Kris M. Balderston is General Manager of the FleishmanHillard Washington, DC office. His career has included work for the White House, U.S. Senate, and State Department.

Previously, he served as the Secretary's Special Representative for Global Partnerships and managed the Global Partnership Initiative in the Office of the Secretary of State. Prior to his role at the United States Department of State, Balderston was Senator Hillary Clinton's first legislative director in January 2001, before serving as her Deputy Chief of Staff from 2002 to 2009.

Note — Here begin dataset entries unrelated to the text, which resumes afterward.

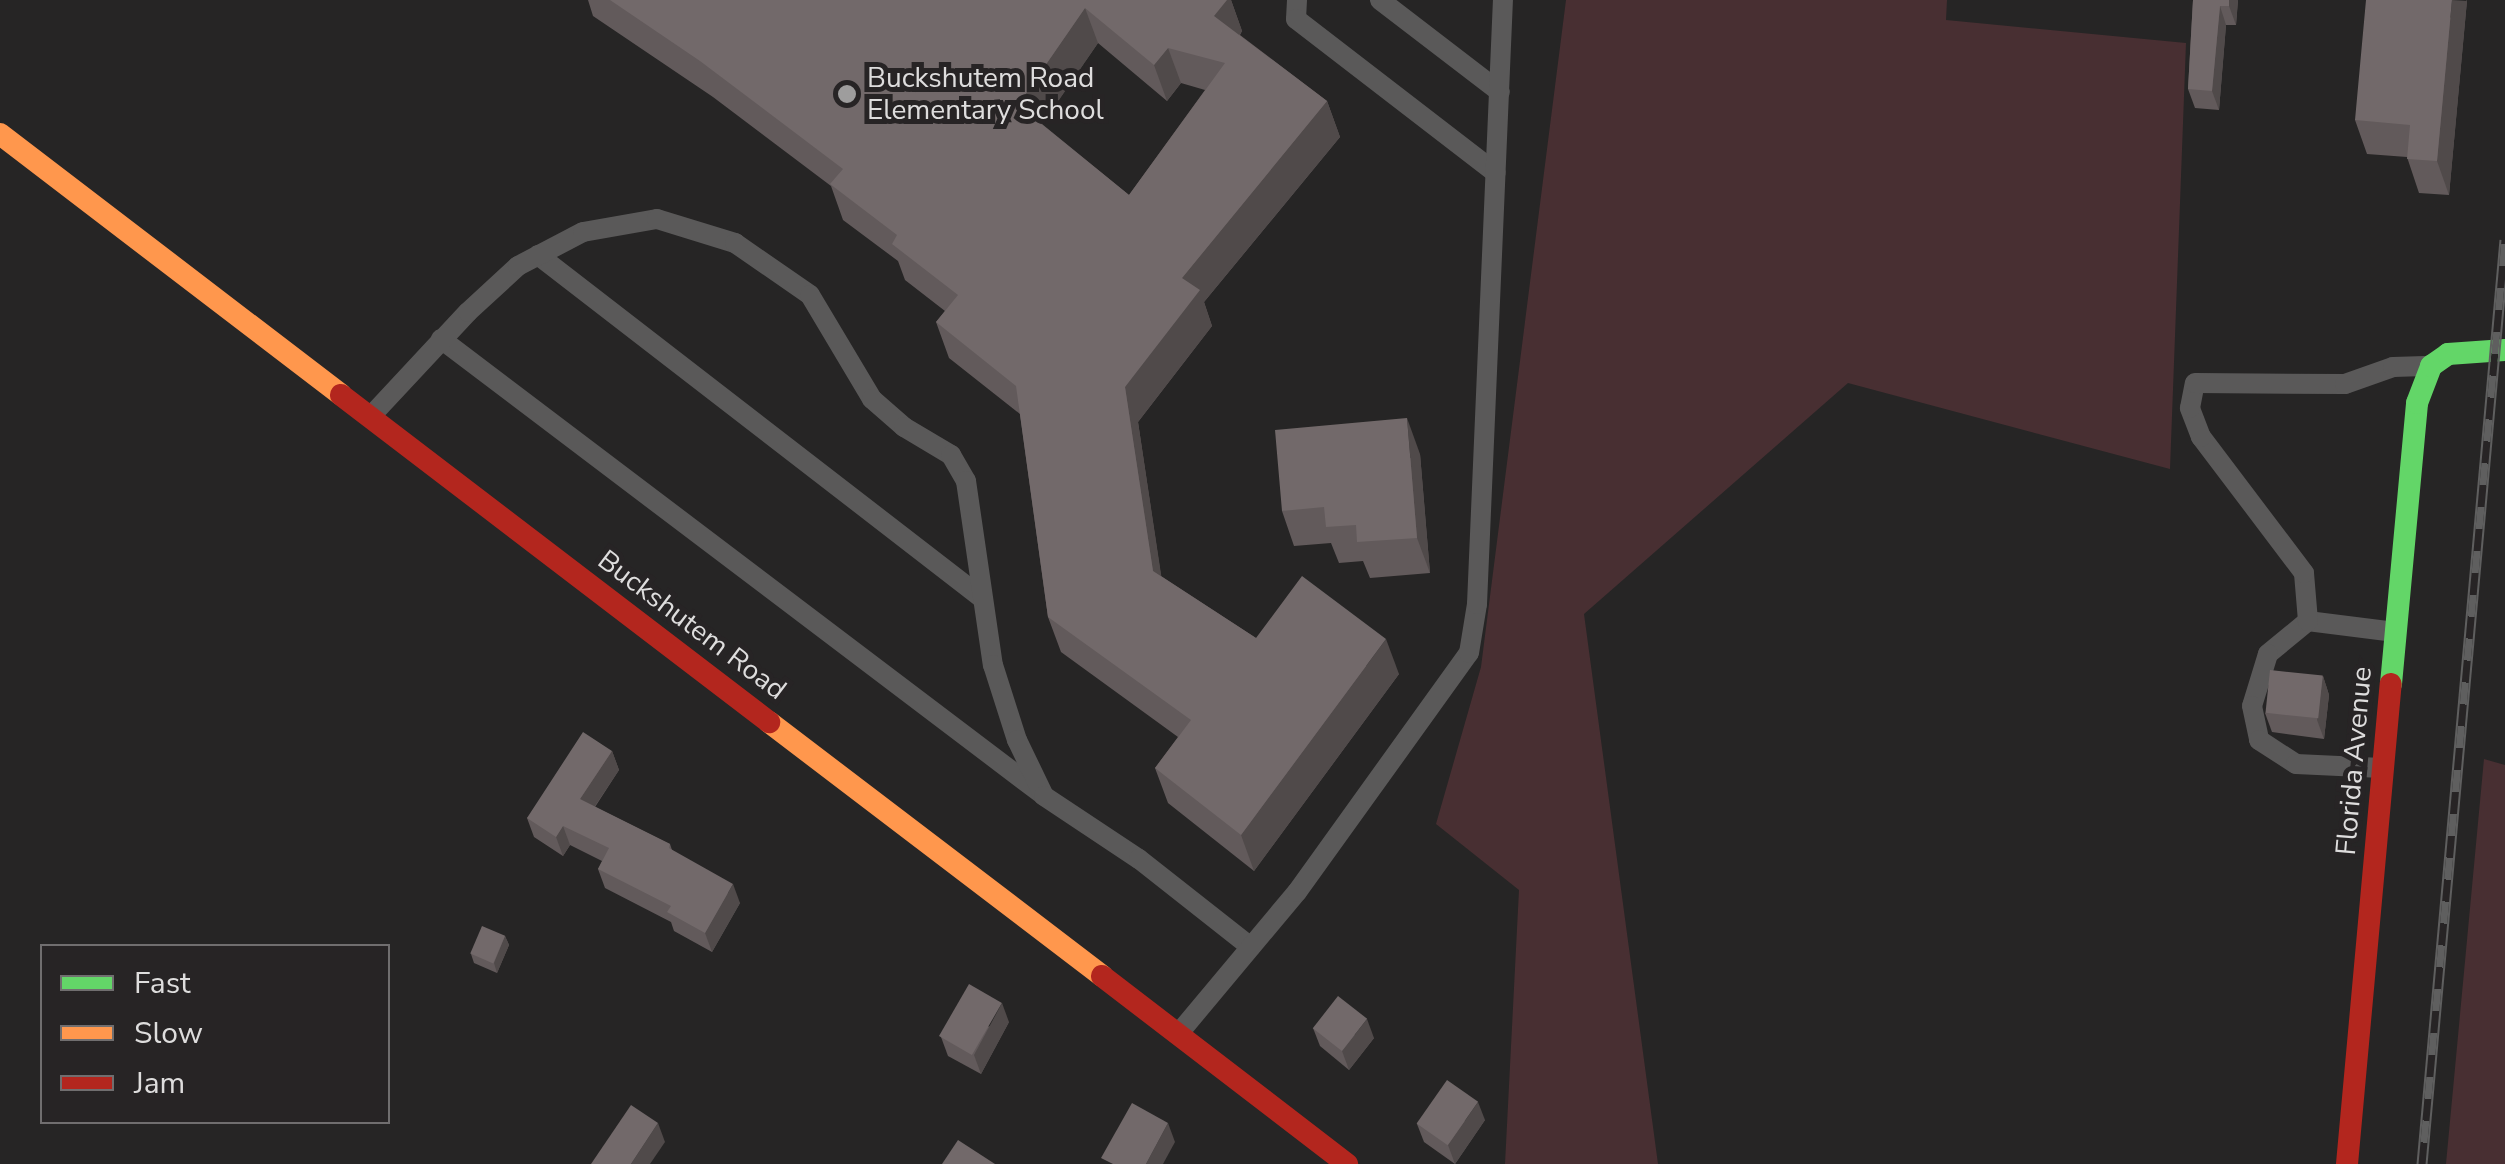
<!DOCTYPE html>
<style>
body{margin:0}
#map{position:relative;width:2505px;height:1164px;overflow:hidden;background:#262525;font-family:"Nunito Sans",sans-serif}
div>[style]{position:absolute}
.green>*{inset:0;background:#482f32}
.lane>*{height:20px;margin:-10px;padding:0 10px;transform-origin:10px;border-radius:10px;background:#5a5959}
.fast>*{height:22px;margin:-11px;padding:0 11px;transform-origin:11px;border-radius:11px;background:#63d668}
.slow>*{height:22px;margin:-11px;padding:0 11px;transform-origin:11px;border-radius:11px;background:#ff974d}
.jam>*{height:22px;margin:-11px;padding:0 11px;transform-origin:11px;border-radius:11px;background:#b3261e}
.rail>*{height:11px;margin-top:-5.5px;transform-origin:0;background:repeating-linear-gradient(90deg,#272425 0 22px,#5f5f5f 0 44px);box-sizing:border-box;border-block:2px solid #5f5f5f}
.wall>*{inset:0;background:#625a5b}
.shaded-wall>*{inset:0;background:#504a4a}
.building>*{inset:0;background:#72696a;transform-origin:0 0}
.dots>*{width:28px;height:28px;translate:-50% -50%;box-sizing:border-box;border:5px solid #272425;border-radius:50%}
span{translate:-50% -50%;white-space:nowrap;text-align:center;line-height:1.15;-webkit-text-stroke:10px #272425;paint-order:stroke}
.poi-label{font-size:28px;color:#dedddd}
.left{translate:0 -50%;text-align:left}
.street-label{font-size:28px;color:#dedddd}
.legend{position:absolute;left:40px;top:944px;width:350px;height:180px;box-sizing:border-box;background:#272425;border:2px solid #706e6f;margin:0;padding:12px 18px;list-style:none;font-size:30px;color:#dedddd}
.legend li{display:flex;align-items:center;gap:20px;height:50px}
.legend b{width:50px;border:2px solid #706e6f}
</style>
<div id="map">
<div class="green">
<i style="clip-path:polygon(1566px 0,1947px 0,1946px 20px,2186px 43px,2170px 469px,1848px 383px,1584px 614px,1658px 1164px,1505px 1164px,1519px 890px,1436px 824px,1481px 667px)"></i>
<i style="clip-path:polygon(2484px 759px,2505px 765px,2505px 1164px,2446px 1164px)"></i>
</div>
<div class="lane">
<i style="left:1297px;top:0;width:19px;rotate:93deg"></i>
<i style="left:1296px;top:19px;width:252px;rotate:37.6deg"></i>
<i style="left:1380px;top:0;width:151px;rotate:37.5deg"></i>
<i style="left:538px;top:255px;width:561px;rotate:37.69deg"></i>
<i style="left:441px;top:339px;width:754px;rotate:37.13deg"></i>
<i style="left:371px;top:416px;width:142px;rotate:-47deg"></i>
<i style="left:468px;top:312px;width:68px;rotate:-42.6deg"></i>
<i style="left:518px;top:266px;width:73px;rotate:-27.6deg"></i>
<i style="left:583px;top:232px;width:75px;rotate:-10deg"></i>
<i style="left:657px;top:219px;width:82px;rotate:17.1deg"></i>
<i style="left:735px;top:243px;width:91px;rotate:34.7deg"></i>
<i style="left:810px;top:295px;width:121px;rotate:59.2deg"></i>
<i style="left:872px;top:399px;width:43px;rotate:41.2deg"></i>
<i style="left:904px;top:427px;width:55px;rotate:30.8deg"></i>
<i style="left:951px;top:455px;width:30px;rotate:60deg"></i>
<i style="left:966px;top:481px;width:186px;rotate:81.7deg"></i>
<i style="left:993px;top:665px;width:79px;rotate:72.3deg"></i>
<i style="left:1017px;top:740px;width:62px;rotate:64.3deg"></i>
<i style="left:1044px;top:796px;width:114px;rotate:33.6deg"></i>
<i style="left:1139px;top:859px;width:142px;rotate:38.2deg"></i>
<i style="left:2308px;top:621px;width:52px;rotate:140.5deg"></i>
<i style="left:2268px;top:654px;width:54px;rotate:107.1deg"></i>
<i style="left:2252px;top:706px;width:35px;rotate:78deg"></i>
<i style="left:2259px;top:740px;width:44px;rotate:33deg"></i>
<i style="left:2296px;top:764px;width:86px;rotate:2.7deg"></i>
<i style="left:2395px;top:632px;width:88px;rotate:-172.8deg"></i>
<i style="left:2308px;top:621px;width:48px;rotate:-94.8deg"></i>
<i style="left:2304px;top:573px;width:171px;rotate:-127.1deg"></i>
<i style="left:2201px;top:437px;width:31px;rotate:-111deg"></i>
<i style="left:2190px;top:408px;width:25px;rotate:-79deg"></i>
<i style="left:2195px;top:383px;width:150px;rotate:0.4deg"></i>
<i style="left:2345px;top:384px;width:51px;rotate:-19.5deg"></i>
<i style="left:2393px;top:367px;width:32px;rotate:-2deg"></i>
<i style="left:1179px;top:1033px;width:184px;rotate:-50.1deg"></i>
<i style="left:1297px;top:892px;width:294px;rotate:-54.3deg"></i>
<i style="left:1469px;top:653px;width:50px;rotate:-80.7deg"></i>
<i style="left:1477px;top:604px;width:605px;rotate:-87.54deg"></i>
</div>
<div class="fast">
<i style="left:2391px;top:684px;width:282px;rotate:-84.7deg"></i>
<i style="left:2417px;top:403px;width:40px;rotate:-69deg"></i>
<i style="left:2431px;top:366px;width:21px;rotate:-35deg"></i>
<i style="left:2448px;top:354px;width:57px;rotate:-4deg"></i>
</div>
<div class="slow">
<i style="left:0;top:134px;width:429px;rotate:37.4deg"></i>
<i style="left:769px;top:722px;width:419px;rotate:37.3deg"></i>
</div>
<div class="jam">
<i style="left:341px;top:395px;width:539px;rotate:37.38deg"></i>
<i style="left:1102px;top:976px;width:309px;rotate:37.5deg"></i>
<i style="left:2347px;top:1164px;width:482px;rotate:-84.8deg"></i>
</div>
<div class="rail">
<i style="left:2422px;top:1164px;width:928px;rotate:-84.87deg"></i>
</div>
<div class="wall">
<i style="clip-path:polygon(evenodd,588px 0,1231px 0,1242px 31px,1240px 35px,1327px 101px,1340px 137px,1204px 302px,1212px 326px,1138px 422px,1161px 576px,1256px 638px,1399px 674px,1254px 871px,1168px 803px,1155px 768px,1178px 737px,1061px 652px,1048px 617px,1020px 414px,949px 358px,936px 322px,945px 311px,905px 280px,898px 261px,843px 220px,831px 186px,713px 97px,593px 16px,588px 0,1098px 43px,1167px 101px,1181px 83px,1205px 90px,1129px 195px,1042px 124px,1098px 43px)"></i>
<i style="clip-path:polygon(2193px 0,2238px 0,2236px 25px,2226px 25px,2219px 110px,2195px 108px,2188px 89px)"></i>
<i style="clip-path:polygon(2467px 0,2449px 195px,2419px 193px,2407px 157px,2367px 154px,2355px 120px)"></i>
<i style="clip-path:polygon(1420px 454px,1430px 573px,1370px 578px,1363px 561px,1339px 563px,1331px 543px,1294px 546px,1282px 511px)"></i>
<i style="clip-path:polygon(2323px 676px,2329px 695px,2324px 739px,2272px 732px,2265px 713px)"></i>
<i style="clip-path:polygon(612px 751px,619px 770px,595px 807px,670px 844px,672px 850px,740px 903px,712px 952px,674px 931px,671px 922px,605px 888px,598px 869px,602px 861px,570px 845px,563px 856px,534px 837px,527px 818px)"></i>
<i style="clip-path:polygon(505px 936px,509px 945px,497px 973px,474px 963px,471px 954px)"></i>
<i style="clip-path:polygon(1009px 1022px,981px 1074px,948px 1056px,941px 1037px)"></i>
<i style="clip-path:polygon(1313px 1028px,1374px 1038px,1349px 1070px,1320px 1046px)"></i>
<i style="clip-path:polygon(1485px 1120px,1455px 1164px,1424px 1142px,1417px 1124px)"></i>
</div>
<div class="shaded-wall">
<i style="clip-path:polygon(1211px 0,1231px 0,1242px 31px,1227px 52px,1214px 16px)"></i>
<i style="clip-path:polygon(2229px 0,2238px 0,2236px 25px,2229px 6px)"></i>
<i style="clip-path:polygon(2452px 0,2467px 1px,2449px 195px,2437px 161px)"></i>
<i style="clip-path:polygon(2220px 6px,2226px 25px,2219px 110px,2212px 91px)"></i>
<i style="clip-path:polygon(1085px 8px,1098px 43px,1031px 141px,1018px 105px)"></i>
<i style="clip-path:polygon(1168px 48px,1181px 83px,1167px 101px,1154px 65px)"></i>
<i style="clip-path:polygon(1327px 101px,1340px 137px,1204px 302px,1212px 326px,1138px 422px,1166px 607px,1153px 571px,1125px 387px,1182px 278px)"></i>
<i style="clip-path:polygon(1407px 418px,1420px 454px,1430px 573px,1417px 538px)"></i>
<i style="clip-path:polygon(1386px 639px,1399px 674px,1254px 871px,1241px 835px)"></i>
<i style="clip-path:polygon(2323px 676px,2329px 695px,2324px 739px,2317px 720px)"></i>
<i style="clip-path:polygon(612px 751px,619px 770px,587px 818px,580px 799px)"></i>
<i style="clip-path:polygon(563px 826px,570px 845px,563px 856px,556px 837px)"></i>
<i style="clip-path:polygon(733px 884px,740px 903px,712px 952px,705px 933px)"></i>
<i style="clip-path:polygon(505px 936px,509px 945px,497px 973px,494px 963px)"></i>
<i style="clip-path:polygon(1002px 1003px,1009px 1022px,981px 1074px,974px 1055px)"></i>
<i style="clip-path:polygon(1367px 1019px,1374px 1038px,1349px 1070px,1342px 1051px)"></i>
<i style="clip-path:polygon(1478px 1102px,1485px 1120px,1455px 1164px,1448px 1145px)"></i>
<i style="clip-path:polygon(658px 1123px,665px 1142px,650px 1164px,631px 1164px)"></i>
<i style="clip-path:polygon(1168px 1123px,1175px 1142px,1163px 1164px,1146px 1164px)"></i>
</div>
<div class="building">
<i style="clip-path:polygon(evenodd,610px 0,1227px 0,1214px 16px,1327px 101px,1182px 278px,1200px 290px,1125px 387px,1153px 571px,1256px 638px,1302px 576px,1386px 639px,1241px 835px,1155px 768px,1191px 720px,1048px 617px,1016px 386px,936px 322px,958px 295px,892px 244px,897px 235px,830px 184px,843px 169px,700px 61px,610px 0,1085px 8px,1154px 65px,1168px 48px,1225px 63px,1129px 195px,1018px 105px,1085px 8px)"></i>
<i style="clip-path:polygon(2193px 0,2229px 0,2229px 6px,2220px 6px,2212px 91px,2188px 89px)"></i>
<i style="clip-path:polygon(2366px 0,2452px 0,2437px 161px,2407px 159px,2410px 125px,2355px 120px)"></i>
<i style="clip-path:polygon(1407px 418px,1417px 538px,1357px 542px,1356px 525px,1326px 527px,1324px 507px,1282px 511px,1275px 430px)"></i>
<i style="left:2270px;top:670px;width:53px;height:43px;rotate:6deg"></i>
<i style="clip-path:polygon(583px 732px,612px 751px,580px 799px,670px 844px,669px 848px,733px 884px,705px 933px,667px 912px,671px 906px,598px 869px,609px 848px,563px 826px,556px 837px,527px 818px)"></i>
<i style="left:482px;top:926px;width:25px;height:30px;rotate:23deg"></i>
<i style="left:969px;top:984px;width:38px;height:60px;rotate:30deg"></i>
<i style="left:1338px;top:996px;width:37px;height:41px;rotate:38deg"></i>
<i style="left:1447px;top:1080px;width:38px;height:53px;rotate:35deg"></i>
<i style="clip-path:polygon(1132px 1103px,1168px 1123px,1146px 1164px,1113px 1164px,1101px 1158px)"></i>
<i style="clip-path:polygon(631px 1105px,658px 1123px,631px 1164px,591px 1164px)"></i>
<i style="clip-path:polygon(958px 1140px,995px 1164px,942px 1164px)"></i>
</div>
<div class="dots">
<i style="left:847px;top:94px;background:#9e9d9d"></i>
</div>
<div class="poi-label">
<span class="left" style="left:867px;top:94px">Buckshutem Road<br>Elementary School</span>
</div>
<div class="street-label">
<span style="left:692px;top:625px;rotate:37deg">Buckshutem Road</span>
<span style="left:2354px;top:761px;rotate:-85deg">Florida Avenue</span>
</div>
<ul class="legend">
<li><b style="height:12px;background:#63d668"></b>Fast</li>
<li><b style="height:12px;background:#ff974d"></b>Slow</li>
<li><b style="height:12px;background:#b3261e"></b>Jam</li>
</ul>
</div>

Balderston began his career with the National Governors' Association and then ran the Massachusetts State Office for Governor Michael Dukakis from 1987 to 1991. He became Senior Policy Advisor to Senate Majority Leader George Mitchell at the Senate Democratic Policy Committee from 1991 to 1993. From 1993 to 1995, he served as the Deputy Chief of Staff at the Department of Labor under Secretary of Labor Robert Reich. Kris served in the White House under Bill Clinton from 1995 to 2001, as Special Assistant to the President for Cabinet Affairs and then later as the Deputy Assistant to the President and the Deputy Secretary to the Cabinet.

Balderston holds a Bachelor of Arts in political science from Le Moyne College and a Master of Arts in government from Georgetown University.